EDIT: This is what the server sees regarding CPU usage during the attack.
-
I find it interesting that the peaks are roughly the same width, like the system would hit a limit, then do something that used less CPU for a short bit, but one core is always running at 100% during the entire ordeal.
Do you by chance have logging enabled for your default block? I wonder if that could create issues as the log would be spammed. I know I disabled logging on my default block because of network noise.
-
The following assumes that the "script" (C code) that Supermule posted toward the top of the thread fairly represents the discussed attack.
We've found that if you add set timeout tcp.first 5 to pf.conf, then the 'attack' won't render a C2758 attached via 10G interfaces useless. Without same, the C2758 becomes all but wedged in a matter of seconds.
The more effective thing is to turn off keeping state for the affected rule(s), but we understand that might be too much to ask for many people.
Since adding this timeout to the pf.conf by hand won't survive even a rule change (never mind a reboot), I'm going to have people here add code to the 'Advanced' tab (under Firewalling/Rules) to enable same. People who really want the change before we get 2.2.1 released can gitsync the code onto their box.

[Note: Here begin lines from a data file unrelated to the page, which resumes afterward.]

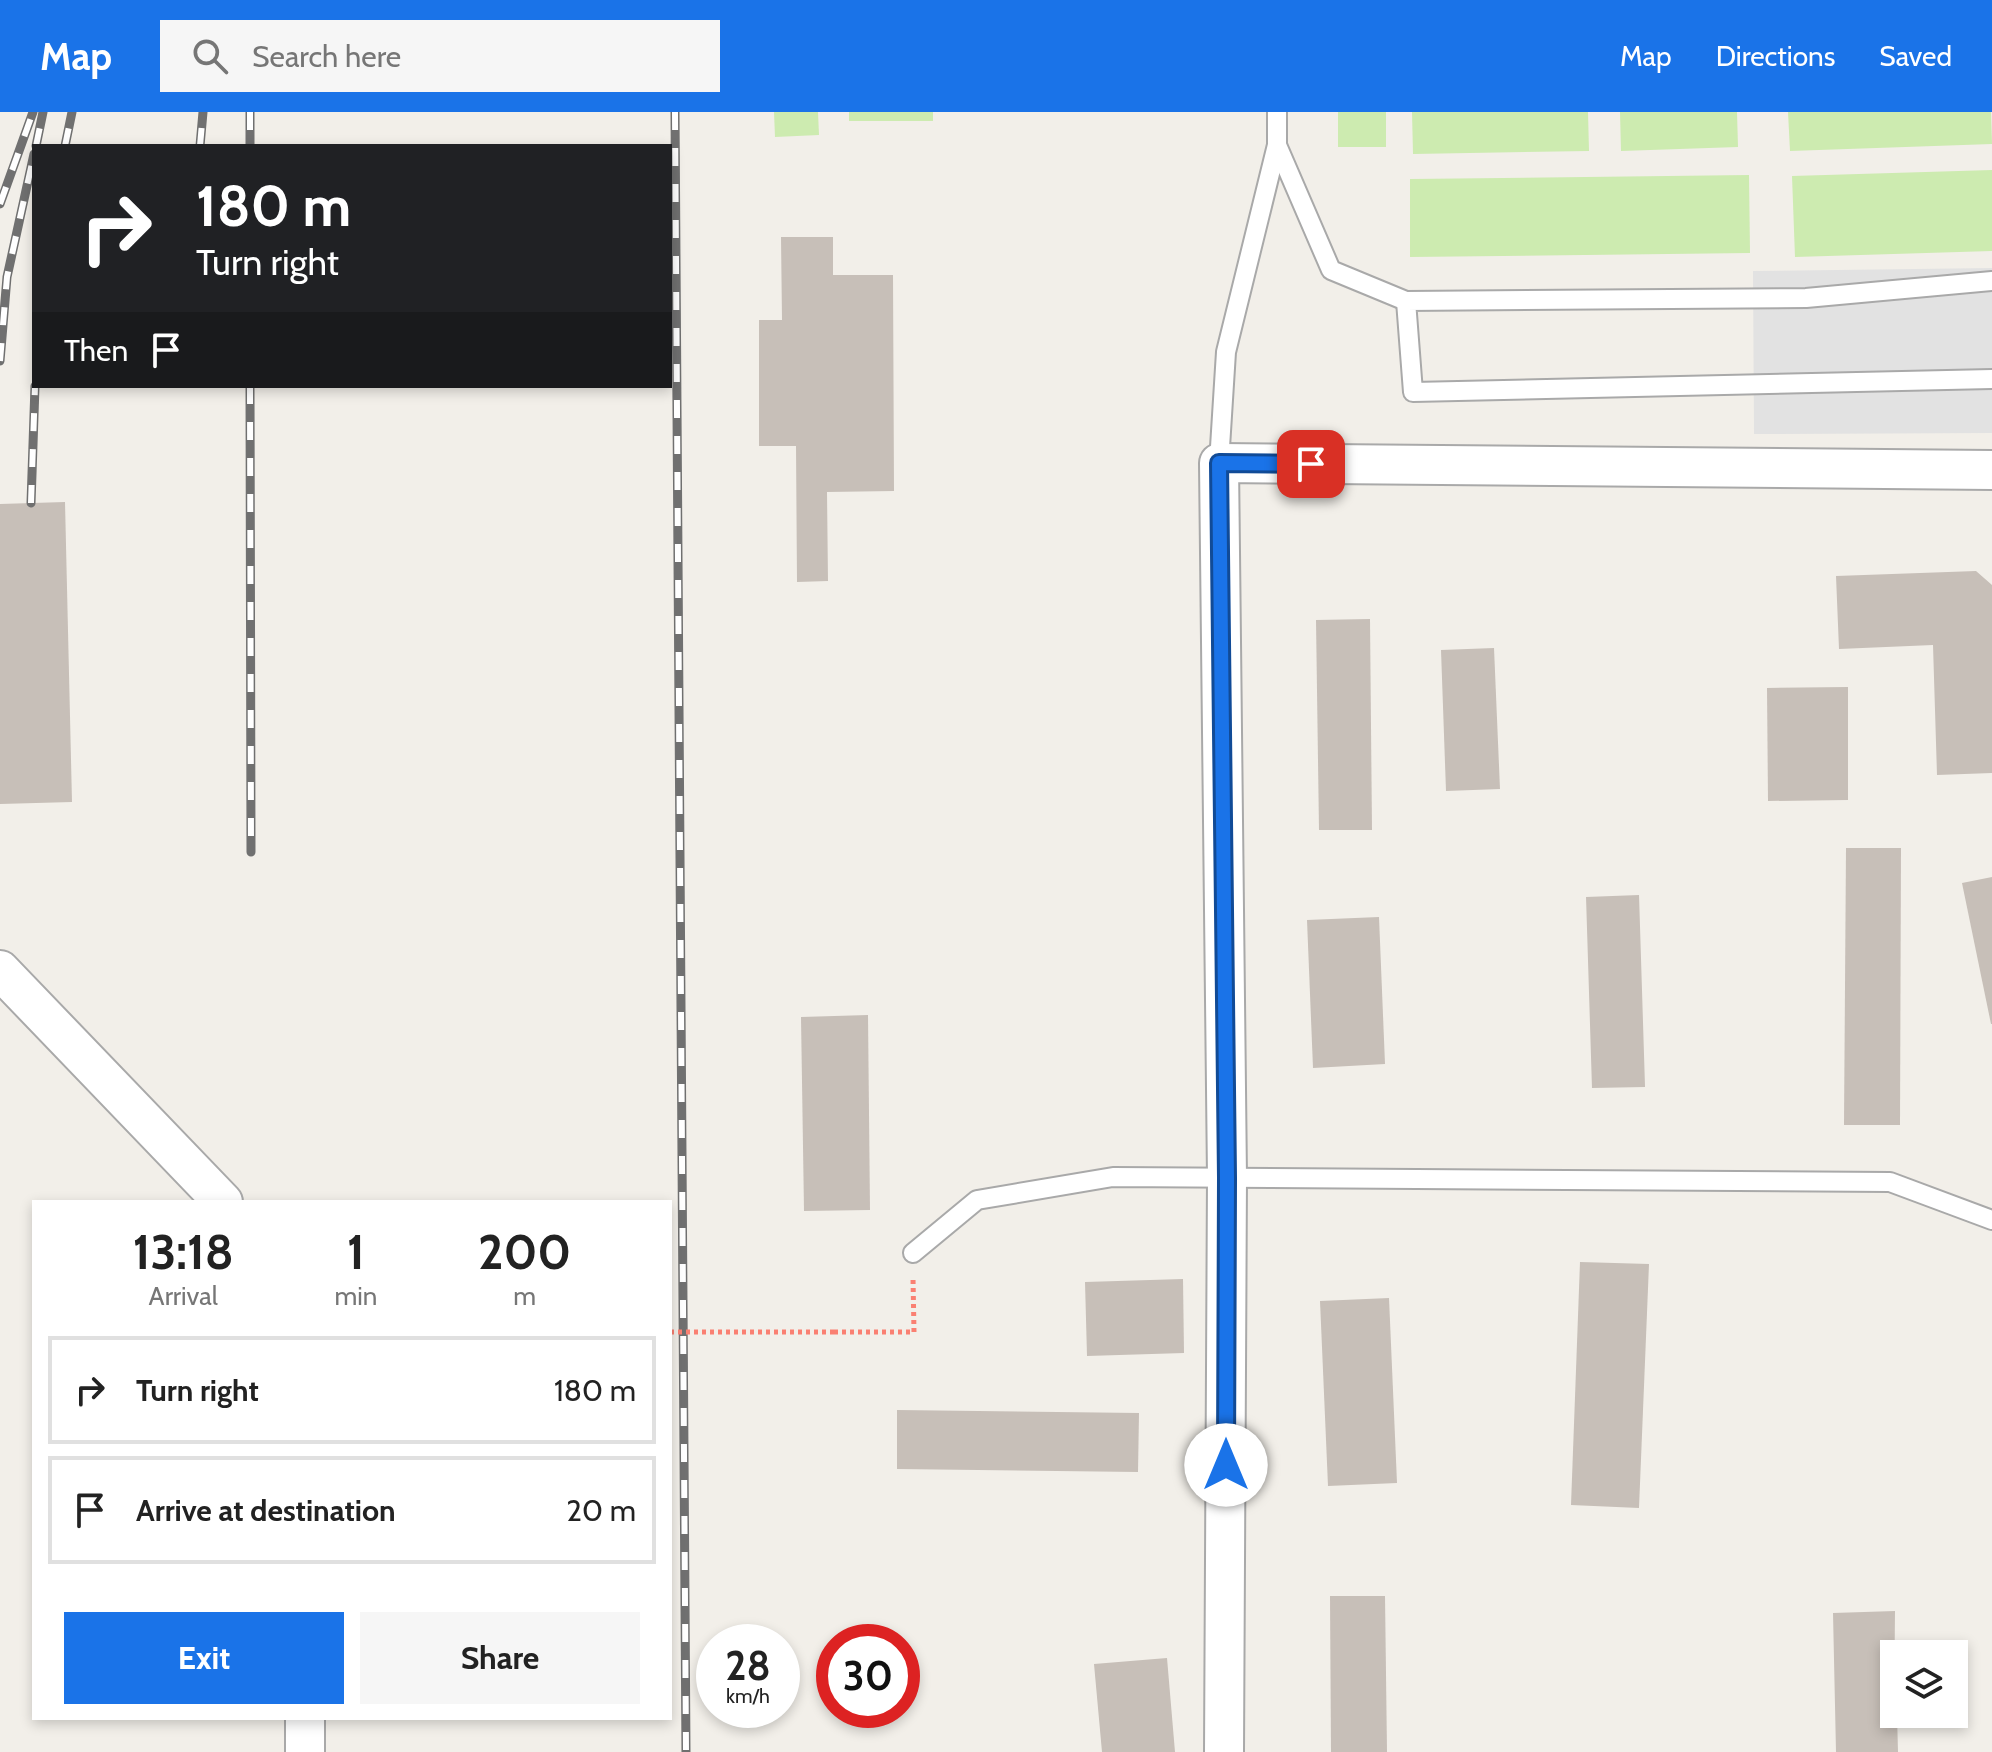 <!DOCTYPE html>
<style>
body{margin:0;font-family:Cabin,sans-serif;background:#f6f6f6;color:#222;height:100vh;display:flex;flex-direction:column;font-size:30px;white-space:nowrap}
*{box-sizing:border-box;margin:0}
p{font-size:26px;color:#767676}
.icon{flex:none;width:44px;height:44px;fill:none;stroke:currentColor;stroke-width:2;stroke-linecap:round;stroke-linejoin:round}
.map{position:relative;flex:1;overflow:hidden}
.sheet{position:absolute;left:32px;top:1088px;width:640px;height:520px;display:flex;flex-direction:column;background:#fff;border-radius:0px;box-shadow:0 4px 12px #0003}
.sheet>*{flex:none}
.hud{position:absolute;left:32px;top:32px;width:640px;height:244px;border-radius:0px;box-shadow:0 4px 12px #0003;background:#202124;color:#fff;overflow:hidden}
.buttons{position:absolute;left:1880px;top:1528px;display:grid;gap:16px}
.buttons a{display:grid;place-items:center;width:88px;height:88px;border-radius:0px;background:#fff;box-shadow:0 4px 12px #0003;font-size:40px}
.speed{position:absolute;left:696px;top:1512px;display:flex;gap:16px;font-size:40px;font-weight:700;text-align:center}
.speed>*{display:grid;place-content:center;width:104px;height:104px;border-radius:50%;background:#fff;box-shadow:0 4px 12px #0003;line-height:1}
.speed small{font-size:20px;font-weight:400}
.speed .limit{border:12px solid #d22;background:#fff;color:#111}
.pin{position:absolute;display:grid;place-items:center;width:68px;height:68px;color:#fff;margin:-34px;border-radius:16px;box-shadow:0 4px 12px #0006}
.me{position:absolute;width:88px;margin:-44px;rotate:0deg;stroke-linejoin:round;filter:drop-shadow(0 0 6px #0008)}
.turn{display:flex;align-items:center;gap:28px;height:168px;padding:0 32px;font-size:36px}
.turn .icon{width:104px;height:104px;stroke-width:2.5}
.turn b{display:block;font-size:56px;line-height:68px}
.then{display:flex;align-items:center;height:76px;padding:0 32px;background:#0003;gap:16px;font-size:30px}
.eta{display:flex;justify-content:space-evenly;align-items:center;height:136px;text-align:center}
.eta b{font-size:48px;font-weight:700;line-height:56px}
.cta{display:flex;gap:16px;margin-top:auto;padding:16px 32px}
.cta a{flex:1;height:92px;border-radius:0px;background:#1a73e8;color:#fff;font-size:32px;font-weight:700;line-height:92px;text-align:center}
.cta a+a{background:#f6f6f6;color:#222}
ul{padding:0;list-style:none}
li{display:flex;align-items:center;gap:24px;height:108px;margin:0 16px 12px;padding:0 16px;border:4px solid #e0e0e0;border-radius:0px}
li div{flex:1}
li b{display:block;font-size:30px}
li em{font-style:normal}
header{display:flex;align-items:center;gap:48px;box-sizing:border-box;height:112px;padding:0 40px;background:#1a73e8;color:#fff}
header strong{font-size:38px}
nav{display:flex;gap:44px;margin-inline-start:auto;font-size:28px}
.search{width:560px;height:72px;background:#f6f6f6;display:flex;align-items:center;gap:20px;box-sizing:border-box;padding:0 28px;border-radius:0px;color:#767676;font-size:30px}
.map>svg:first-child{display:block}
.grass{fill:#cdebb0}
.parking{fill:#e2e2e2}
.building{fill:#c7bfb8}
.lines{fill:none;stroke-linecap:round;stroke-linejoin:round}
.lane-casing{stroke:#a9a9a9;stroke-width:22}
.street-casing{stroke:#a9a9a9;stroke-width:42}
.path{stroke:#fa8072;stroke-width:5;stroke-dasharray:4 4;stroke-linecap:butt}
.lane{stroke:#fff;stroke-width:18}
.street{stroke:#fff;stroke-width:38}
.rail-casing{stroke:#707070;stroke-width:9}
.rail{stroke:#fff;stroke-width:6;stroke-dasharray:18;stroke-linecap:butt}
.path-bridge{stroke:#fa8072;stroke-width:5;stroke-dasharray:4 4;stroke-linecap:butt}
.route-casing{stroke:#114b97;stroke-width:20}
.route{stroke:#1a73e8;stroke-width:14}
</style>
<header>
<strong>Map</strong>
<div class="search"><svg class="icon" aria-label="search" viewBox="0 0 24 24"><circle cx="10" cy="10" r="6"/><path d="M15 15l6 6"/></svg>Search here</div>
<nav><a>Map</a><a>Directions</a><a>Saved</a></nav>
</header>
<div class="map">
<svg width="1992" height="1640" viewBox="0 0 1992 1640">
<rect width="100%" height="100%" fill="#f2efe9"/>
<g class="grass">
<polygon points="774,0 818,0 819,23 775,25"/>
<rect x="849" y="0" width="84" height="9"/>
<rect x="1338" y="0" width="48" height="35"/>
<polygon points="1412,0 1588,0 1589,39 1413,42"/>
<polygon points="1620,0 1737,0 1738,35 1621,39"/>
<polygon points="1788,0 1991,0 1992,32 1790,39"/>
<polygon points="1992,58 1992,139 1795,145 1792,64"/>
<polygon points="1749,63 1750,141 1410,145 1410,67"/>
</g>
<polygon class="parking" points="1992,156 1992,321 1754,322 1753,159"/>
<g class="building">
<polygon points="781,125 833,125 833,163 893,163 894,379 827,380 828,469 797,470 796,334 759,334 759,208 782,208"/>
<polygon points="65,390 72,690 0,692 0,392"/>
<polygon points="1976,459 1992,473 1992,661 1937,663 1933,533 1839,537 1836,464"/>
<polygon points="1370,507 1372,718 1319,718 1316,508"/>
<polygon points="1494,536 1500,677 1446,679 1441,538"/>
<polygon points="1848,575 1848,688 1768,689 1767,576"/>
<polygon points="1846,736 1901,736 1900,1013 1844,1013"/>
<polygon points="1992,765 1992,912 1991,912 1962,771"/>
<polygon points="1639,783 1645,975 1592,976 1586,785"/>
<polygon points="1379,805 1385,952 1313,956 1307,808"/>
<polygon points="868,903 870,1098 804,1099 801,905"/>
<polygon points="1580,1150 1649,1152 1639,1396 1571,1393"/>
<polygon points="1183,1167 1184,1241 1087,1244 1085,1170"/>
<polygon points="1389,1186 1397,1371 1328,1374 1320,1189"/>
<polygon points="897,1298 1139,1301 1138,1360 897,1357"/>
<polygon points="1330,1484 1385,1484 1387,1640 1331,1640"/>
<polygon points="1895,1499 1894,1602 1897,1602 1898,1640 1836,1640 1833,1501"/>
<polygon points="1167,1546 1175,1640 1102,1640 1094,1552"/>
</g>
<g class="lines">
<g class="lane-casing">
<g id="lane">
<polyline points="1277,0 1277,33 1331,158 1406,189"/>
<polyline points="1992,169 1806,186 1406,189 1413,280 1992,267"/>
<polyline points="1219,351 1226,240 1277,33"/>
<polyline points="913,1141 977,1088 1113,1065 1890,1070 1992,1108"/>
</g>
</g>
<g class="street-casing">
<g id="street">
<polyline points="0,858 223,1090"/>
<polyline points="305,1606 305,1640"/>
<polyline points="1224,1640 1227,1066 1219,351 1992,358"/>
</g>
</g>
<polyline class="path" points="834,1220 914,1220 913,1166"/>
<use href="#lane" class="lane"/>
<use href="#street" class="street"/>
<g class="rail-casing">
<g id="rail">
<polyline points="250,0 250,34"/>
<polyline points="675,0 686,1640"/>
<polyline points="36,34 43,0"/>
<polyline points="65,34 72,0"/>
<polyline points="200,34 203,0"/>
<polyline points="0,92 33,0"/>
<polyline points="0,249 7,165 34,42"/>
<polyline points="250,274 251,740"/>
<polyline points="31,391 35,274"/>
</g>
</g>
<use href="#rail" class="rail"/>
<polyline class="path-bridge" points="670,1220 834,1220"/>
</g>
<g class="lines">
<g class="route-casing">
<polyline id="route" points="1226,1353 1227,1066 1219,351 1311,352"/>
</g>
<use href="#route" class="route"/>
</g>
</svg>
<div class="buttons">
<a><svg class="icon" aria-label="layers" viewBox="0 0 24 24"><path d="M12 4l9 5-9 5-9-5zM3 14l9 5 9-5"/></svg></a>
</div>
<div class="speed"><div>28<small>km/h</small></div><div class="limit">30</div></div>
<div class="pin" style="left:1311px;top:352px;background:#d93025"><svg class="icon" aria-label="arrive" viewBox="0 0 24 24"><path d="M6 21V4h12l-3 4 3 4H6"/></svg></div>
<svg class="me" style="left:1226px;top:1353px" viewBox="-20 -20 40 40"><circle r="19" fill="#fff"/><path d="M0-13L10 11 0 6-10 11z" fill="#1a73e8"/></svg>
<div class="hud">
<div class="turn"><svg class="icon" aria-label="right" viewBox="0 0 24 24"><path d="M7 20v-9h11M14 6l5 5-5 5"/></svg><div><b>180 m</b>Turn right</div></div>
<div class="then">Then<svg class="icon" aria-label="arrive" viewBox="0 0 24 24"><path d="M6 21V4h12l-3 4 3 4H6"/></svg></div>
</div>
<section class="sheet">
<div class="eta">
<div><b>13:18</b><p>Arrival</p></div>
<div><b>1</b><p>min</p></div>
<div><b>200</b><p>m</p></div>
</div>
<ul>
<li><svg class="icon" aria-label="right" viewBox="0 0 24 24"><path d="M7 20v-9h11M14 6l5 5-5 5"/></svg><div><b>Turn right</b></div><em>180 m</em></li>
<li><svg class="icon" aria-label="arrive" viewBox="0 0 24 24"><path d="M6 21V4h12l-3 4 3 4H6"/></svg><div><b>Arrive at destination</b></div><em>20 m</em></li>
</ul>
<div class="cta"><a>Exit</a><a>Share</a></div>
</section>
</div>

And now, back to you, Supermule. Chris is complaining that lowprofile isn't responding to repeated requests for more information. All I can say here is that you're in a difficult position if you claim that we're being non-responsive when we're trying to gather more information.
-
I find it interesting that the peaks are roughly the same width, like the system would hit a limit, then do something that used less CPU for a short bit, but one core is always running at 100% during the entire ordeal.
Do you by chance have logging enabled for your default block? I wonder if that could create issues as the log would be spammed. I know I disabled logging on my default block because of network noise.
At least one core is receiving traffic (given that this is ESX(i) who knows what core(s) are being used…). The state table fills, not much occurs, the state table finally starts to timeout states. lather, rinse, repeat.
-
Limiting the creation of states help a great deal but despite low total traffic and almost no states created, the firewall chokes somehow.
I didn't say "limiting" I (effectively) said "eliminating". Big difference.
We dont know why yet and actually dont have a clue where to look.
Assuming that the code you posted is an accurate version of the attack, then yes, yes we do.
Using the syn cookie feature doesnt help.
Who ever said that it did?
So you could be right about the SYN DDoS difference. Thats why we are looking at the FW's response to spoofed packages thats not really traffic…
It's traffic, it's just very short duration traffic. It's a "SYN DDOS" from one box.
If ISPs blocked outbound traffic that didn't originate on their network, (using, for example, Cisco's Unicast Reverse Path Forwarding check) then this would be far less of a problem.